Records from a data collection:
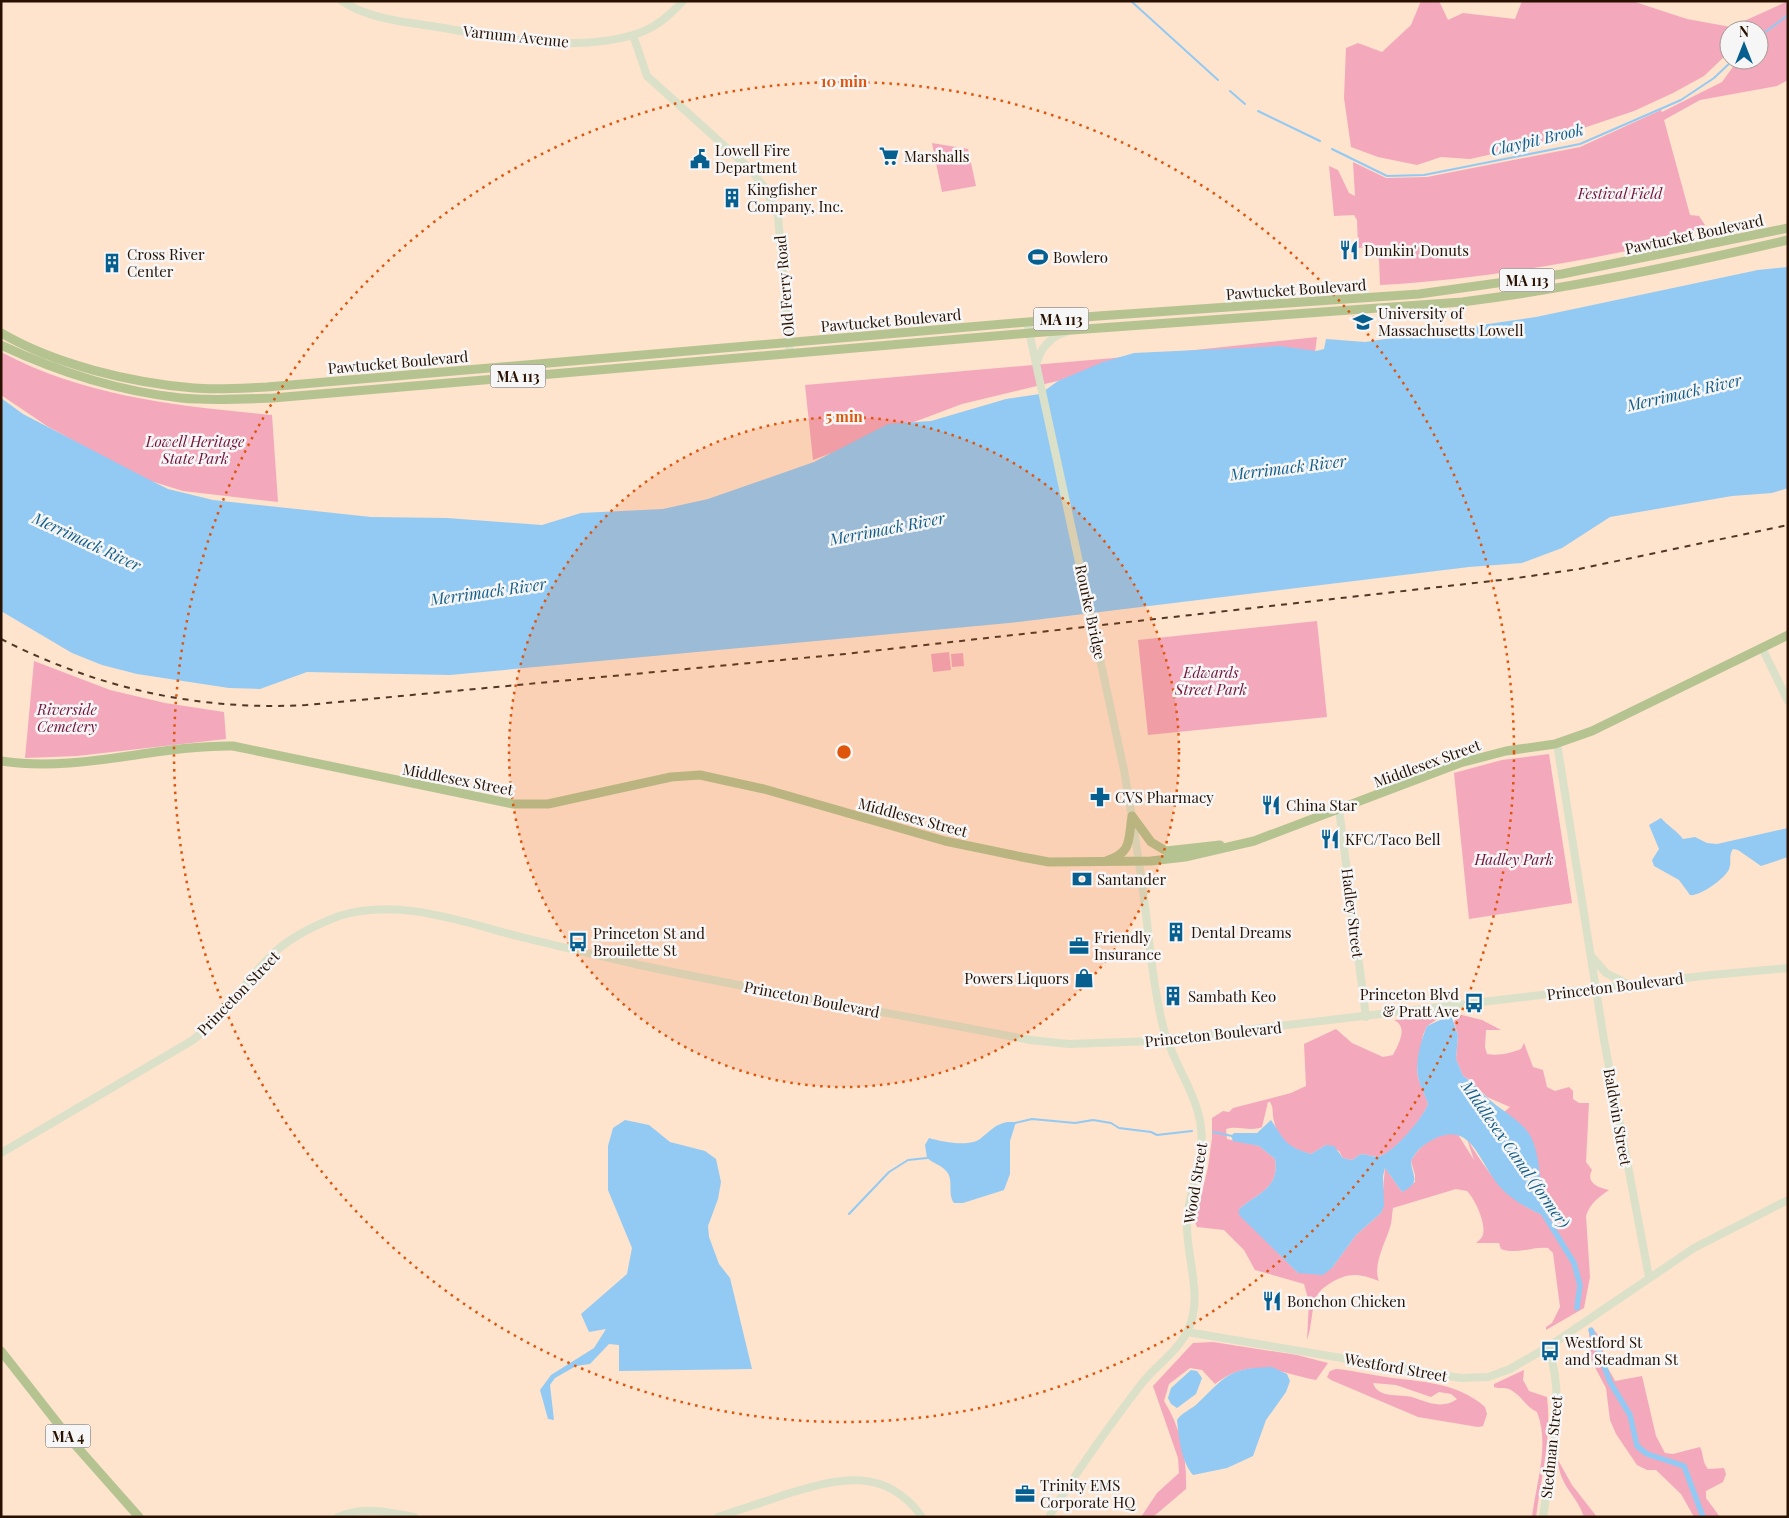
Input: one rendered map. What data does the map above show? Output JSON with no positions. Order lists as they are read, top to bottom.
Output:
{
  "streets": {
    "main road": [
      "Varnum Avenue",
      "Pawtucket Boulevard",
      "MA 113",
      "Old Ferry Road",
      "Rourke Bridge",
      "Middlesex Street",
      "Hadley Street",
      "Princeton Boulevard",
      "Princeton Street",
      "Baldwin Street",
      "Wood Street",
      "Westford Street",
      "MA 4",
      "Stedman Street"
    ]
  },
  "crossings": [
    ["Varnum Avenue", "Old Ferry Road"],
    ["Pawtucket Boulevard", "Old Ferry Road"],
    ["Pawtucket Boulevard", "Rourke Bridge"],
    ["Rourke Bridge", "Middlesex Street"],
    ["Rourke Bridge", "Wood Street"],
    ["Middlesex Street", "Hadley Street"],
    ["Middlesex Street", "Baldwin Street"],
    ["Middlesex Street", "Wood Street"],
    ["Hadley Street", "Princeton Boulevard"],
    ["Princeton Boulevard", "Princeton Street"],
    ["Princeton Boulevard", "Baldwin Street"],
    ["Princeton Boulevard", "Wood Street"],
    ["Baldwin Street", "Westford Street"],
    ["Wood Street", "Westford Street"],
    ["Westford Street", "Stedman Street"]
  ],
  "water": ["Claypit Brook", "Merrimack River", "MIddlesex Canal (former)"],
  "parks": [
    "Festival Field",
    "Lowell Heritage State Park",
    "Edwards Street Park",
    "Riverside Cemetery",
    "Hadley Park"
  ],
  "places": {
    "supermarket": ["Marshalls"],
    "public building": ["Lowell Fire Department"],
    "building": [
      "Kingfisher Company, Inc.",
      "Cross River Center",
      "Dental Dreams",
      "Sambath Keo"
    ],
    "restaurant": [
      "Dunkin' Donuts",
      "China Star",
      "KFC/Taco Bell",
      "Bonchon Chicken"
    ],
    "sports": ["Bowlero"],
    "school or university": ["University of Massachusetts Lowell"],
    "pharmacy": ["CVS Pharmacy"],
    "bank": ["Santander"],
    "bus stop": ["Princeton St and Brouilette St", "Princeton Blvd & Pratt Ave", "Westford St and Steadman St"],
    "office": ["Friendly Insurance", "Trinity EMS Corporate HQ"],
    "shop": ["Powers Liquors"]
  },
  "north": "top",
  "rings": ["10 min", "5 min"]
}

Required action:
Whenever "Output" occurs in a line of the entries, copy that line.

Solution:
Input: one rendered map. What data does the map above show? Output JSON with no positions. Order lists as they are read, top to bottom.
Output:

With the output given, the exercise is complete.